* Task details *
Read the records below and report each line in which "Avenida" occurs.

* Dataset records *
================

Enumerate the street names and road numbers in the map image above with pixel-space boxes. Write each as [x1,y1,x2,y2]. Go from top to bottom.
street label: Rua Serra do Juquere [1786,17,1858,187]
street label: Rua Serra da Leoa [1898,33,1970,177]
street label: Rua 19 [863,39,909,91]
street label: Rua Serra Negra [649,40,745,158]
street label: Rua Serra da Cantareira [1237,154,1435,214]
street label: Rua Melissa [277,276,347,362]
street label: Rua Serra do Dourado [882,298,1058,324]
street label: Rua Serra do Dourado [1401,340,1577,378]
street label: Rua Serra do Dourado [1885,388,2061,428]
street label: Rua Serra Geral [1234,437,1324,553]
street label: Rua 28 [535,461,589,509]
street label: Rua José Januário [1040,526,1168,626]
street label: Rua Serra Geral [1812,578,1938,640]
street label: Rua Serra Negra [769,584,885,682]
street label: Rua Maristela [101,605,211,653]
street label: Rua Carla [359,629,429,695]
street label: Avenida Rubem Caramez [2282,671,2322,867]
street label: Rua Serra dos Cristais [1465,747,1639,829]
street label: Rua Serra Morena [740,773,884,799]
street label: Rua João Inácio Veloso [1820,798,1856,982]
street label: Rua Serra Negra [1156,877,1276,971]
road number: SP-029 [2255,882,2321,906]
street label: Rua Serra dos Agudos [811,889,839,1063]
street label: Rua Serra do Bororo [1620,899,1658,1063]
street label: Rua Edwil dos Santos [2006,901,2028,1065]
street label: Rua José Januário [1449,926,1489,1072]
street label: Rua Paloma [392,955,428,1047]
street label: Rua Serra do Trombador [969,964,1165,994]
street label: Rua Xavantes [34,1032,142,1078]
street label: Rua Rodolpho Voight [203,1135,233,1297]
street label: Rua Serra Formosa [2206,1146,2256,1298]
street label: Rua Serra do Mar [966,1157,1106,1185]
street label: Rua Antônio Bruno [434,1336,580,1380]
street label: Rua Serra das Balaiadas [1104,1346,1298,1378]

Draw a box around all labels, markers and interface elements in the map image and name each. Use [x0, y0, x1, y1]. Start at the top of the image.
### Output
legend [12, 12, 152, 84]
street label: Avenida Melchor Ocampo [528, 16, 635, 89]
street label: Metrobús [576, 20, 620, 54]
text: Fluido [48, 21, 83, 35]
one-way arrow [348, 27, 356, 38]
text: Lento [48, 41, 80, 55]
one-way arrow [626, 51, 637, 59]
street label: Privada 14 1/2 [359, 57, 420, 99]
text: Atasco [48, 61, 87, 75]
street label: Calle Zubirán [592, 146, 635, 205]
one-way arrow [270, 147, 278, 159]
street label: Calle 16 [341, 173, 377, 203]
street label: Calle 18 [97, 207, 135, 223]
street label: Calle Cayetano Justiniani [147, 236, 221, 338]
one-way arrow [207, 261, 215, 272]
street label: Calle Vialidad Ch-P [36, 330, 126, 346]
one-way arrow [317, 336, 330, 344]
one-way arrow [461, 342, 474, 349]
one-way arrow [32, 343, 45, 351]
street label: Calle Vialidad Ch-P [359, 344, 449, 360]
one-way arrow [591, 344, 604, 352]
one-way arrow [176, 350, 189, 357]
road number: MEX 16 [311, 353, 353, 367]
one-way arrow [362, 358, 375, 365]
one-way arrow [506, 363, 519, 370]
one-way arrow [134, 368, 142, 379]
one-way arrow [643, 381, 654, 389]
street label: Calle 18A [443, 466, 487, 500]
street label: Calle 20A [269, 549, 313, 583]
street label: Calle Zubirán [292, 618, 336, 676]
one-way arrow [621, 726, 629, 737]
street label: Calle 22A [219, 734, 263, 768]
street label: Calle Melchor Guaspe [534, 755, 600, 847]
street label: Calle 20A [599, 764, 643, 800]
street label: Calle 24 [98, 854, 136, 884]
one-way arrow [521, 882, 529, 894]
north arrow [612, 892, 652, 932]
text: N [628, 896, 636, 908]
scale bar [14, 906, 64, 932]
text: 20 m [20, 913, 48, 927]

================

* Answer space *
street label: Avenida Rubem Caramez [2282,671,2322,867]
street label: Avenida Melchor Ocampo [528, 16, 635, 89]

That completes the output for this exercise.